Conference Call and Presentation Available Online
Integra has scheduled a conference call for 8:30 a.m. ET on Thursday, February 26, 2026, to discuss fourth quarter and full-year 2025 financial results, and forward-looking financial guidance. The conference call will be hosted by Integra's senior management team and will be open to all listeners. Additional forward-looking information may be discussed in a question-and-answer session following the call. Integra's management team will reference a presentation during the conference call, which can be found on the Investor Relations section of the website at investor.integralife.com.

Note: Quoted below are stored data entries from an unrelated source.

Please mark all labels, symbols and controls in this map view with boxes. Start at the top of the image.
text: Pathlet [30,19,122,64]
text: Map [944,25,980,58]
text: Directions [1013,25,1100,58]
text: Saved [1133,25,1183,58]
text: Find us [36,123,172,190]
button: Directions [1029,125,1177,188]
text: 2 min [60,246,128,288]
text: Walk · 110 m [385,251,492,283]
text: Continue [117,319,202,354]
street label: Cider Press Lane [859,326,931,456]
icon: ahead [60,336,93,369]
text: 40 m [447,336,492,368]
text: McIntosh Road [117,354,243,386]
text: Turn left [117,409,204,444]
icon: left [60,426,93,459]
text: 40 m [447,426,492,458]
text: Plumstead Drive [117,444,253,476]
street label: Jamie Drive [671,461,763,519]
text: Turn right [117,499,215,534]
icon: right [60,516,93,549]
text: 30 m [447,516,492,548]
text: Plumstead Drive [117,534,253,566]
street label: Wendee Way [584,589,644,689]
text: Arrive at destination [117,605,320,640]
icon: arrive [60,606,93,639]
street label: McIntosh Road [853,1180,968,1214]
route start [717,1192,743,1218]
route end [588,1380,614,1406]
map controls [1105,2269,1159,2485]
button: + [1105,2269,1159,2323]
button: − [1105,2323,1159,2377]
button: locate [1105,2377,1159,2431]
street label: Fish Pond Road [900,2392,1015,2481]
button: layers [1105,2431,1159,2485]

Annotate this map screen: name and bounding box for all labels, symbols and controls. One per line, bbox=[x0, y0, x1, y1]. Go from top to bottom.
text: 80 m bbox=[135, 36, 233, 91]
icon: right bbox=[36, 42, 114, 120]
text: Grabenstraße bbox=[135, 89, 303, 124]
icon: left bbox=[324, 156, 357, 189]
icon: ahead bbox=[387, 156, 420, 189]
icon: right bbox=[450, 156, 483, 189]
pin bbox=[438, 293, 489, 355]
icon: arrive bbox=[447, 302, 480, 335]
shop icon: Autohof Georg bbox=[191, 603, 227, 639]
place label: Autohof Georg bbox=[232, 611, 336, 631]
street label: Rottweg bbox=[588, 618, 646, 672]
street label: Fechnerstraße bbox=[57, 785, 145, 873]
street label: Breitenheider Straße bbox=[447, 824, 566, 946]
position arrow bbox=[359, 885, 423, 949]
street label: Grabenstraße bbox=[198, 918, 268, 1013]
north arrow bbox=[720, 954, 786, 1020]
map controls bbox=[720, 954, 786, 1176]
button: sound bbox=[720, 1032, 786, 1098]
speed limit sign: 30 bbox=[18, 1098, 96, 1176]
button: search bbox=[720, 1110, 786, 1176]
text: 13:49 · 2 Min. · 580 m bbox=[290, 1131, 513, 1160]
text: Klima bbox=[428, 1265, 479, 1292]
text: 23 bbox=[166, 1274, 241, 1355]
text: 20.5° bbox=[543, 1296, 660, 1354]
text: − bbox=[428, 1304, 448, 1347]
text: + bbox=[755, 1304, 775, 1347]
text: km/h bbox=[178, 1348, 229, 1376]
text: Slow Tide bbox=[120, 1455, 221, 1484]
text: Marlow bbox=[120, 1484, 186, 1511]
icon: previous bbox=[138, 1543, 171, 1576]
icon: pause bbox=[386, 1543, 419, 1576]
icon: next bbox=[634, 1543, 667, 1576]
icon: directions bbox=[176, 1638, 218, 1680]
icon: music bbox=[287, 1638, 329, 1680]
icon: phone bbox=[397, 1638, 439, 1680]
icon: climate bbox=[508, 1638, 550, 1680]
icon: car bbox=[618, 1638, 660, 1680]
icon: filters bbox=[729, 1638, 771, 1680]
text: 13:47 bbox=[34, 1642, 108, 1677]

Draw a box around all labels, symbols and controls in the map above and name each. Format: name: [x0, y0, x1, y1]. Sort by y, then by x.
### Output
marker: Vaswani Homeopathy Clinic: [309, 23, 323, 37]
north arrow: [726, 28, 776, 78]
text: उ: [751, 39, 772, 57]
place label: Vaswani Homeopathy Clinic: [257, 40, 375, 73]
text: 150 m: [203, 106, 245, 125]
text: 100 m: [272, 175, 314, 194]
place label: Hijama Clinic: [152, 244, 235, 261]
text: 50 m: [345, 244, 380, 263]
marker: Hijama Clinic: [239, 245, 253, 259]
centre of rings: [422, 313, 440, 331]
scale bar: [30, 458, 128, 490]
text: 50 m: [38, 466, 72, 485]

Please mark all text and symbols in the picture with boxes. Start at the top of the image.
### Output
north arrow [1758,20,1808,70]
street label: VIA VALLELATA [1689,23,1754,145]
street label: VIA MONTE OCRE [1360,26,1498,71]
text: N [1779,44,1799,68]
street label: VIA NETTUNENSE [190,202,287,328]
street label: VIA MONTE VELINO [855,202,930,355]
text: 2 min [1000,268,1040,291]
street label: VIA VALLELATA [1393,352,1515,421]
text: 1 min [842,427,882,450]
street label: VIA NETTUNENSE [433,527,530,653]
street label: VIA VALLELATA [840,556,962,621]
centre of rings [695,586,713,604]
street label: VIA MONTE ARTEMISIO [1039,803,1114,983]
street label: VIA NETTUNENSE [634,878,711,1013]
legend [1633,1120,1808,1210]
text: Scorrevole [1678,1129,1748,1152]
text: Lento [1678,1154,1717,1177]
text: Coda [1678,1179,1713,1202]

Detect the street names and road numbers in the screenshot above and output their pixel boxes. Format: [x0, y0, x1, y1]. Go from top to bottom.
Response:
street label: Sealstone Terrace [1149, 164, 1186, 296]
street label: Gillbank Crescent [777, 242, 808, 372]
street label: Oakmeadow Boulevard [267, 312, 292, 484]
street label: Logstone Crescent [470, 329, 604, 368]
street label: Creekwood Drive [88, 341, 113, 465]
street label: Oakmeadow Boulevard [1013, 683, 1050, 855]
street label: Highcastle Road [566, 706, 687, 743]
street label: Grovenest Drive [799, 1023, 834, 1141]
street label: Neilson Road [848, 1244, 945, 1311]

A live webcast will be available on the Investors section of the Company’s website at investor.integralife.com. For those planning to participate on the call, please register here to receive dial-in details and a unique pin. While not required, it is recommended to join 10 minutes prior to the start of the event. A webcast replay of the conference call will be available on the Investor Relations section of the Company’s website following the call.
About Integra
Integra LifeSciences (Nasdaq: IART) is a global medical technology leader dedicated to restoring lives. We are advancing transformational care through impactful innovation in neurosurgery, tissue reconstruction, specialized fields that demand exceptional expertise and precision. Our portfolio of highly differentiated, gold-standard technologies are trusted by healthcare professionals to deliver life-saving care. For our latest news and information, visit www.integralife.com.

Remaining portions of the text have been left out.